One way to reuse these blogs is to rename and reshare them on social. Giving your blogs a catchy headline will increase clicks on social media and drive traffic to your “historical” blog posts. You don’t have to change the slug of the blog post if it’s renamed, but if you do, make sure to redirect the old slug to the new one.
Here are some fun structures for blog titles:
The Number — Use a number in your blog to capture attention. For example, “10 Free Tools to Audit Your Website” or “11 Strategies for Awesome Blogging”
The DIY — Tell your readers how to do complete a task themselves with a “how-to” blog. For example, “How to Prevent a Leaky Bucket”
Alliteration — Peter Piper doesn’t have to pick a pack of pickled peppers, but you might want to channel Peter in writing a blog title. For example, this blog is addressed to multicultural millennial marketers.
The Negative — While you should always write your blog in a positive, friendly voice, readers are attracted to negative-sounding blog titles, such as “My Campaign Sucks… Now What?”
A Combination! — Combine a few of these eye-catching tactics for added pizzazz, such as this HubSpot marketing blog title: “How to Pick the Perfect Font Pairings for Your Website: 7 Free Tools”
job 4: Update the meta-data on your website’s main pages
Improve your website’s searchability by updating the meta data on your website’s main pages. You can update this data within your website’s CMS.
Here are the components you need to know:
Meta description — This 160-character snippet is what previews when you search for something on Google. The goal of the meta description is to entice a viewer to open your page. You should use active language in the description and include the most important “focus” keyword of the page.
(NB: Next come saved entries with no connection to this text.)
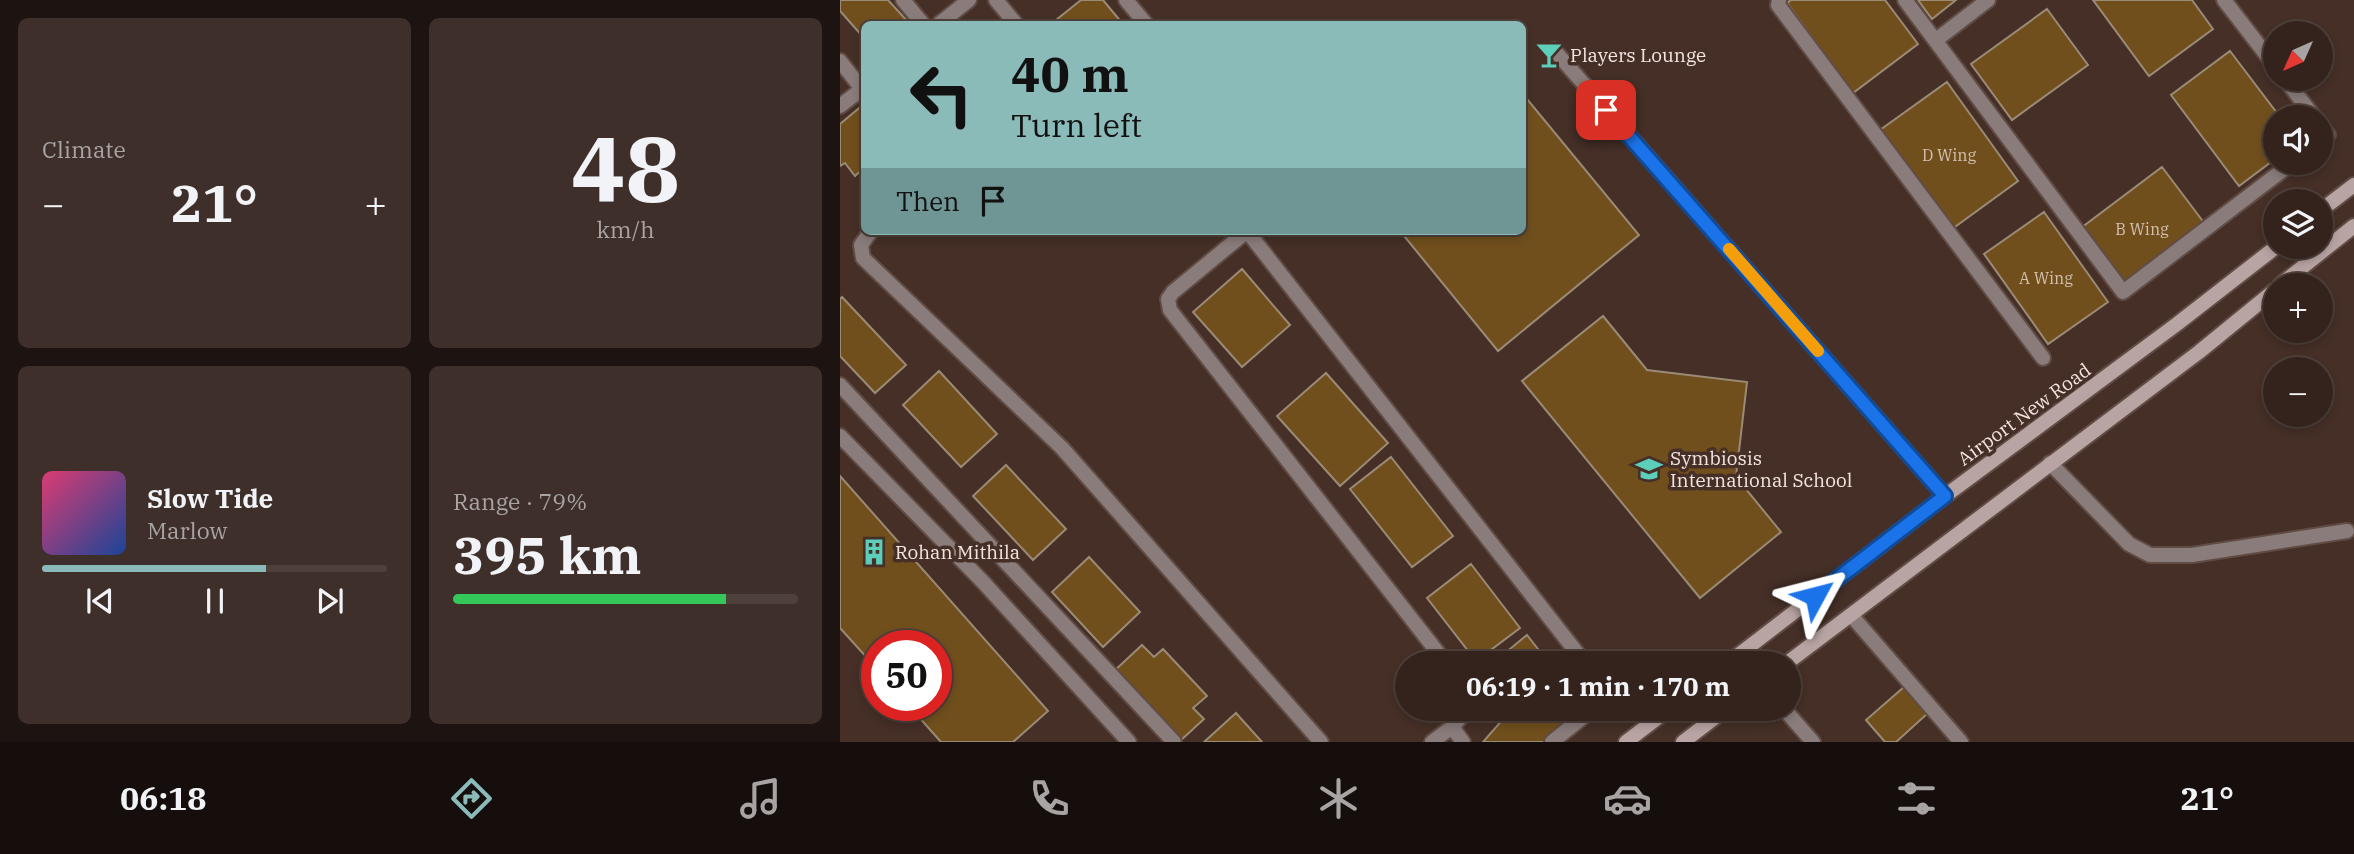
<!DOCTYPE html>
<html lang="en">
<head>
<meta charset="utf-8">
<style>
  :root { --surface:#34231d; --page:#3f2f2a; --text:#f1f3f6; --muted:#a9a4a4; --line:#4e403b; --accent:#8bbbb9 }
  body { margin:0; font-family:"IBM Plex Serif",serif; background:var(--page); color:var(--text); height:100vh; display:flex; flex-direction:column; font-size:26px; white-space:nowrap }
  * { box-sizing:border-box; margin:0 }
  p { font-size:23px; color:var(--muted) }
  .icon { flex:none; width:38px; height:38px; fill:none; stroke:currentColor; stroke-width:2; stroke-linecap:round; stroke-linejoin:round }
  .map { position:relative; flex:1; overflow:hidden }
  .details { display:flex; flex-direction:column; gap:18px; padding:18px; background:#1d1310; width:840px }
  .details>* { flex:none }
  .top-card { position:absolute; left:21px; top:21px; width:665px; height:214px; border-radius:10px; box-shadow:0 4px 10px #0003,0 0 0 2px var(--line); background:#8bbbb9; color:#111; overflow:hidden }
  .needle { width:46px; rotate:225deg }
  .tools { position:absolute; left:1423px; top:21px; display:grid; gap:14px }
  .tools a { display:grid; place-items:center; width:70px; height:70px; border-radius:50%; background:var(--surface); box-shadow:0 4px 10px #0003,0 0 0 2px var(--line); font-size:35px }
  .speed { position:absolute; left:21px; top:630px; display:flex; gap:14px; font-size:35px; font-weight:700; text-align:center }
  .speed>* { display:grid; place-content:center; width:91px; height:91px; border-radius:50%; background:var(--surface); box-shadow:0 4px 10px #0003,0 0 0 2px var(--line); line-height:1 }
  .speed .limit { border:10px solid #d22; background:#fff; color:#111 }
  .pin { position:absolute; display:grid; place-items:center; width:60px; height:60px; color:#fff; margin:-30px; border-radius:14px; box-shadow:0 4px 10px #0006 }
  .me { position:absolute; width:77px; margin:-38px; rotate:52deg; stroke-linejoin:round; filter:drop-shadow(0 0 5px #0008) }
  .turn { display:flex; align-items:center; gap:24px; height:147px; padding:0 35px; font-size:32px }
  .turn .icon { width:91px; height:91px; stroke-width:2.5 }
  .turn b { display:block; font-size:49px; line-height:60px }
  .then { display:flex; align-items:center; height:66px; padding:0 35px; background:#0003; gap:14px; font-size:26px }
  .big { font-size:52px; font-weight:800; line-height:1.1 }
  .details .card { flex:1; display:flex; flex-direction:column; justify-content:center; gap:10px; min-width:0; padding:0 24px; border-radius:10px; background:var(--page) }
  .details .dial { align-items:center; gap:0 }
  .dial b { font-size:91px; line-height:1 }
  .song { display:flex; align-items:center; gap:21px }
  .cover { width:84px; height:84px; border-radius:10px; background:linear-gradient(135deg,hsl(340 70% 55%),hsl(220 70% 35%)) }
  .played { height:7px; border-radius:4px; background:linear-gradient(90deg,var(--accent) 65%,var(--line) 65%) }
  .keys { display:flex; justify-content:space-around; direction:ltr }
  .heat { display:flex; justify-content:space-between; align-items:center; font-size:38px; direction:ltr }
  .charge { height:10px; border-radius:5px; background:linear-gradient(90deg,#34c759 79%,var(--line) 0) }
  .details .tiles { flex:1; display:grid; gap:18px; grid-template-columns:repeat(2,1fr) }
  .trip { position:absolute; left:555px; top:651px; width:406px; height:70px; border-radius:35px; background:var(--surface); box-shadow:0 4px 10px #0003,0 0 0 2px var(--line); font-weight:800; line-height:70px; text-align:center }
  .menu { display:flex; height:112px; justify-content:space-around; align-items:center; background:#150e0c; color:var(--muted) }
  .menu .icon { width:49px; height:49px }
  .menu .active { color:var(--accent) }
  .menu b { font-size:32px; color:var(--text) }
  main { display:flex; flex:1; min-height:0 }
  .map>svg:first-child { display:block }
  .building { fill:#704f1d; stroke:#9a8a76; stroke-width:2 }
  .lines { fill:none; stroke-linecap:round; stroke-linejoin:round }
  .lane-casing { stroke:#614c45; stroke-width:18 }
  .street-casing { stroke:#614c45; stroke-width:18 }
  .secondary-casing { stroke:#614c45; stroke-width:18 }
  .lane { stroke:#897c7b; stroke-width:14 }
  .street { stroke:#897c7b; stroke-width:14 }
  .secondary { stroke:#b8a4a3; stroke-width:14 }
  .route-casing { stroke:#114b97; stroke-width:18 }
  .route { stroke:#1a73e8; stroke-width:12 }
  .slow { stroke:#f59e0b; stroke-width:12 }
  .labels { text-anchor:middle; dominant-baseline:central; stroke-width:7; stroke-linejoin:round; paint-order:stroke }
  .number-label { font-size:16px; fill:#d3c0af }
  .poi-label { font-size:19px; fill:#f4e5e0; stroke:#452f27; text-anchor:start }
  .street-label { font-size:19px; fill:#f4e5e0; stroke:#452f27 }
</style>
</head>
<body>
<main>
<section class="details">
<div class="tiles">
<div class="card"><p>Climate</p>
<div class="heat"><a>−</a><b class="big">21°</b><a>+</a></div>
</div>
<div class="card dial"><b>48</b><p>km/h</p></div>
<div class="card">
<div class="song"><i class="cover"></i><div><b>Slow Tide</b><p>Marlow</p></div></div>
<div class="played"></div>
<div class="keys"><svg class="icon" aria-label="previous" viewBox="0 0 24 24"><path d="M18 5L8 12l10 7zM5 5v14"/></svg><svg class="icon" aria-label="pause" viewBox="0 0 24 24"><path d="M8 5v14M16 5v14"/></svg><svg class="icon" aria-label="next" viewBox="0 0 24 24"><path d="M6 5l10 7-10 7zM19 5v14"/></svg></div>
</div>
<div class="card"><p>Range · 79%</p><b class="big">395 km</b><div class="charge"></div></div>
</div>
</section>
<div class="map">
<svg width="1514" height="742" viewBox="0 0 1514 742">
  <rect width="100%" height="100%" fill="#452f27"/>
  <path class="building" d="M0 0H48L69 23 67 24H24V38L0 11Z
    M241 0H263L283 24H211Z
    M951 0H1045L1078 44 1013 93 947 3Z
    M1078 0H1116L1092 19Z
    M1253 0H1352L1373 29 1309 76Z
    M1207 9 1248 65 1172 120 1131 64Z
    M1390 51 1440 117H1435V159L1399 186 1331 95Z
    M1107 82 1178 181 1112 229 1040 130Z
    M682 93 799 235 658 351 560 231H682Z
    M24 104V168L15 176 5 163 0 166V124Z
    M1322 167 1368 228 1283 292 1237 231Z
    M1204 212 1268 302 1208 344 1144 254Z
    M402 269 450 325 402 367 353 312Z
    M2 297 66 365 35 393 0 356V299Z
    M763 316 807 370 907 382 896 477 941 532 860 598 682 381Z
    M99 371 157 434 121 467 63 405Z
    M486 373 548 443 500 486 437 416Z
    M551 457 613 536 572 567 510 489Z
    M166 465 226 529 193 560 133 496Z
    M0 476 208 711 173 742H101L68 705H96V646H37V669L0 628Z
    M249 557 300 612 263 647 212 592Z
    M631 564 680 628 636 661 587 598Z
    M687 635 709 663H653Z
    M302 645 314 657 323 649 367 696 353 708 364 719 339 742 273 672Z
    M1064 687 1087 714 1056 742H1045L1026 720Z
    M672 709H745L703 742H643Z
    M396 713 422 742H364Z"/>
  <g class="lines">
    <g class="lane-casing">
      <path id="lane" d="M714 50 1105 496
        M0 436 144 583 289 742
        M1210 463 1289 544 1310 555H1352L1507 531"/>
    </g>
    <g class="street-casing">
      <path id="street" d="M63 0 83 24
        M156 0 176 24
        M286 0 306 24
        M939 0 938 5 1203 358
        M1065 0 1283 292 1452 163
        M1384 0 1435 66
        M99 24 129 0
        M1096 40 1148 0
        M0 61 22 89 0 106
        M1445 79 1474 117
        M1480 125 1488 135 1480 140
        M31 231 21 245 23 258 222 448 481 742
        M0 385 334 742
        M1011 615 1121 742
        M606 663 330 310 328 299 333 292 407 231 745 663
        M944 709 973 742
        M592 742 612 727
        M623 742 612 727 628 709
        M712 742 753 709"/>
    </g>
    <g class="secondary-casing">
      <path id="secondary" d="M1480 211 1514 185
        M1440 285 1514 226
        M888 663 1105 496 1337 324 1436 247
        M947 663 1359 352 1435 290
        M786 742 829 709
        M843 742 886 709"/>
    </g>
    <use href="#lane" class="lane"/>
    <use href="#street" class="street"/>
    <use href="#secondary" class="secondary"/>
  </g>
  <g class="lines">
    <g class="route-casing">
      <path id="route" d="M766 110 1105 496 975 596"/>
    </g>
    <use href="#route" class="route"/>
    <path class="slow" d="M889 249 978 351"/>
  </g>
  <defs>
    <g id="bar-bare" transform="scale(2.1)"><path d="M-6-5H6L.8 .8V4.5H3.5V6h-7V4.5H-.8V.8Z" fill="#5cceba" stroke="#452f27" stroke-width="2.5" paint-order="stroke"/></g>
    <g id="school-bare" transform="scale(2.1)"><path d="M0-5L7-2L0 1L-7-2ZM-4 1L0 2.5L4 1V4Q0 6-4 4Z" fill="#5cceba" stroke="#452f27" stroke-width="2.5" paint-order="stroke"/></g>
    <g id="building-bare" transform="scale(2.1)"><path d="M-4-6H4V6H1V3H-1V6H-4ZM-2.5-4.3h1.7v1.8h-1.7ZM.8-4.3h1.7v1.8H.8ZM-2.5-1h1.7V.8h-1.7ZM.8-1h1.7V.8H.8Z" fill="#5cceba" stroke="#452f27" stroke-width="2.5" paint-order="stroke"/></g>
  </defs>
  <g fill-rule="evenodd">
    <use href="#bar-bare" x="709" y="55"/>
    <use href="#school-bare" x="809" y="469"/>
    <use href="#building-bare" x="34" y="552"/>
  </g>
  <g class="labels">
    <g class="number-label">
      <text x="1109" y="155">D Wing</text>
      <text x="1302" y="229">B Wing</text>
      <text x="1206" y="278">A Wing</text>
    </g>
    <g class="poi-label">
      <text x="730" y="55">Players Lounge</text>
      <text x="830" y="458">Symbiosis<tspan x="830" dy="22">International School</tspan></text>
      <text x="55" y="552">Rohan Mithila</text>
    </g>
    <g class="street-label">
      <text transform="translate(1184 414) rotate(-36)">Airport New Road</text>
    </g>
  </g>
</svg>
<div class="tools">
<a><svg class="needle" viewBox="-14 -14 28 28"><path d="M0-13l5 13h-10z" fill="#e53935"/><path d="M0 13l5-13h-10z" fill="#a9a4a4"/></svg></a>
<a><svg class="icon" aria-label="sound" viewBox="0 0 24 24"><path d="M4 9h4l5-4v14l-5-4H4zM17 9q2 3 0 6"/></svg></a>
<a><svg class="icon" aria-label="layers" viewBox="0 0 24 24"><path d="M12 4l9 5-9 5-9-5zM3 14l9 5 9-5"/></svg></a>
<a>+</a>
<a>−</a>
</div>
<div class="speed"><div class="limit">50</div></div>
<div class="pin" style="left:766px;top:110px;background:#d93025"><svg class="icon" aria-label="arrive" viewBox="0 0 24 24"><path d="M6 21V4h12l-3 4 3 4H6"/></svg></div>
<svg class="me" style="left:975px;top:596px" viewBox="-20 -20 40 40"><path d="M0-17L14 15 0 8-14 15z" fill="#1a73e8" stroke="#fff" stroke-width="4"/></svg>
<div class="trip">06:19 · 1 min · 170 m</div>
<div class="top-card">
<div class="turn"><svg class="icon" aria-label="left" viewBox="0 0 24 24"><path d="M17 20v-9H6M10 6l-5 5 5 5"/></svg><div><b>40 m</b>Turn left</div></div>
<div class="then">Then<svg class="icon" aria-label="arrive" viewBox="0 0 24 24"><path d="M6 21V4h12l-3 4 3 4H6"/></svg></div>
</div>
</div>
</main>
<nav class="menu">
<b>06:18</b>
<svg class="icon active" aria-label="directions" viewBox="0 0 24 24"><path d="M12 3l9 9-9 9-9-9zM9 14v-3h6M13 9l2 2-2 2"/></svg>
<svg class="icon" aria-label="music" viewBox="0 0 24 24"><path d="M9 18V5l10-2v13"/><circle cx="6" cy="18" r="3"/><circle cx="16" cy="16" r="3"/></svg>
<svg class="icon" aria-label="phone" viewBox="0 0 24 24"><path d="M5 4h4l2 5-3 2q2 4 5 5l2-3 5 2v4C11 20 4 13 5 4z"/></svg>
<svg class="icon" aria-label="climate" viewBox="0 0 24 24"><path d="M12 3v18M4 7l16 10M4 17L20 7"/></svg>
<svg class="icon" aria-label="car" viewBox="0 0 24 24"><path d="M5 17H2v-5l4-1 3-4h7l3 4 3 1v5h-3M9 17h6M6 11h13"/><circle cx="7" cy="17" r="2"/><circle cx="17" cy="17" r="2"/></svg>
<svg class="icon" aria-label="filters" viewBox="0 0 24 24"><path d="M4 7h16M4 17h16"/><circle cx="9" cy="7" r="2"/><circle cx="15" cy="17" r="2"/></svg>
<b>21°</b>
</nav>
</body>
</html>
If you’re stuck on a description, try to start it with a phrase like “Learn more about…,” “Discover…” or “Explore…” Try to keep the description between 135 and 160 characters.
Title Tag — The title tag is a 50- to 60-character title preview in a Google search. It doesn’t necessarily have to be the same as your page title; you can also include the name of your business, the parent page / general description, and any other relevant information.
For example, for a blog, you could use this structure: “ Blog Title | Blog Subject | Company Name “
Alt tags — An alt tag is the “alt” attribute of the img tag on images. If you have images in your blogs, tag them with a relevant keyword(s) so potential readers can find it in Google image search.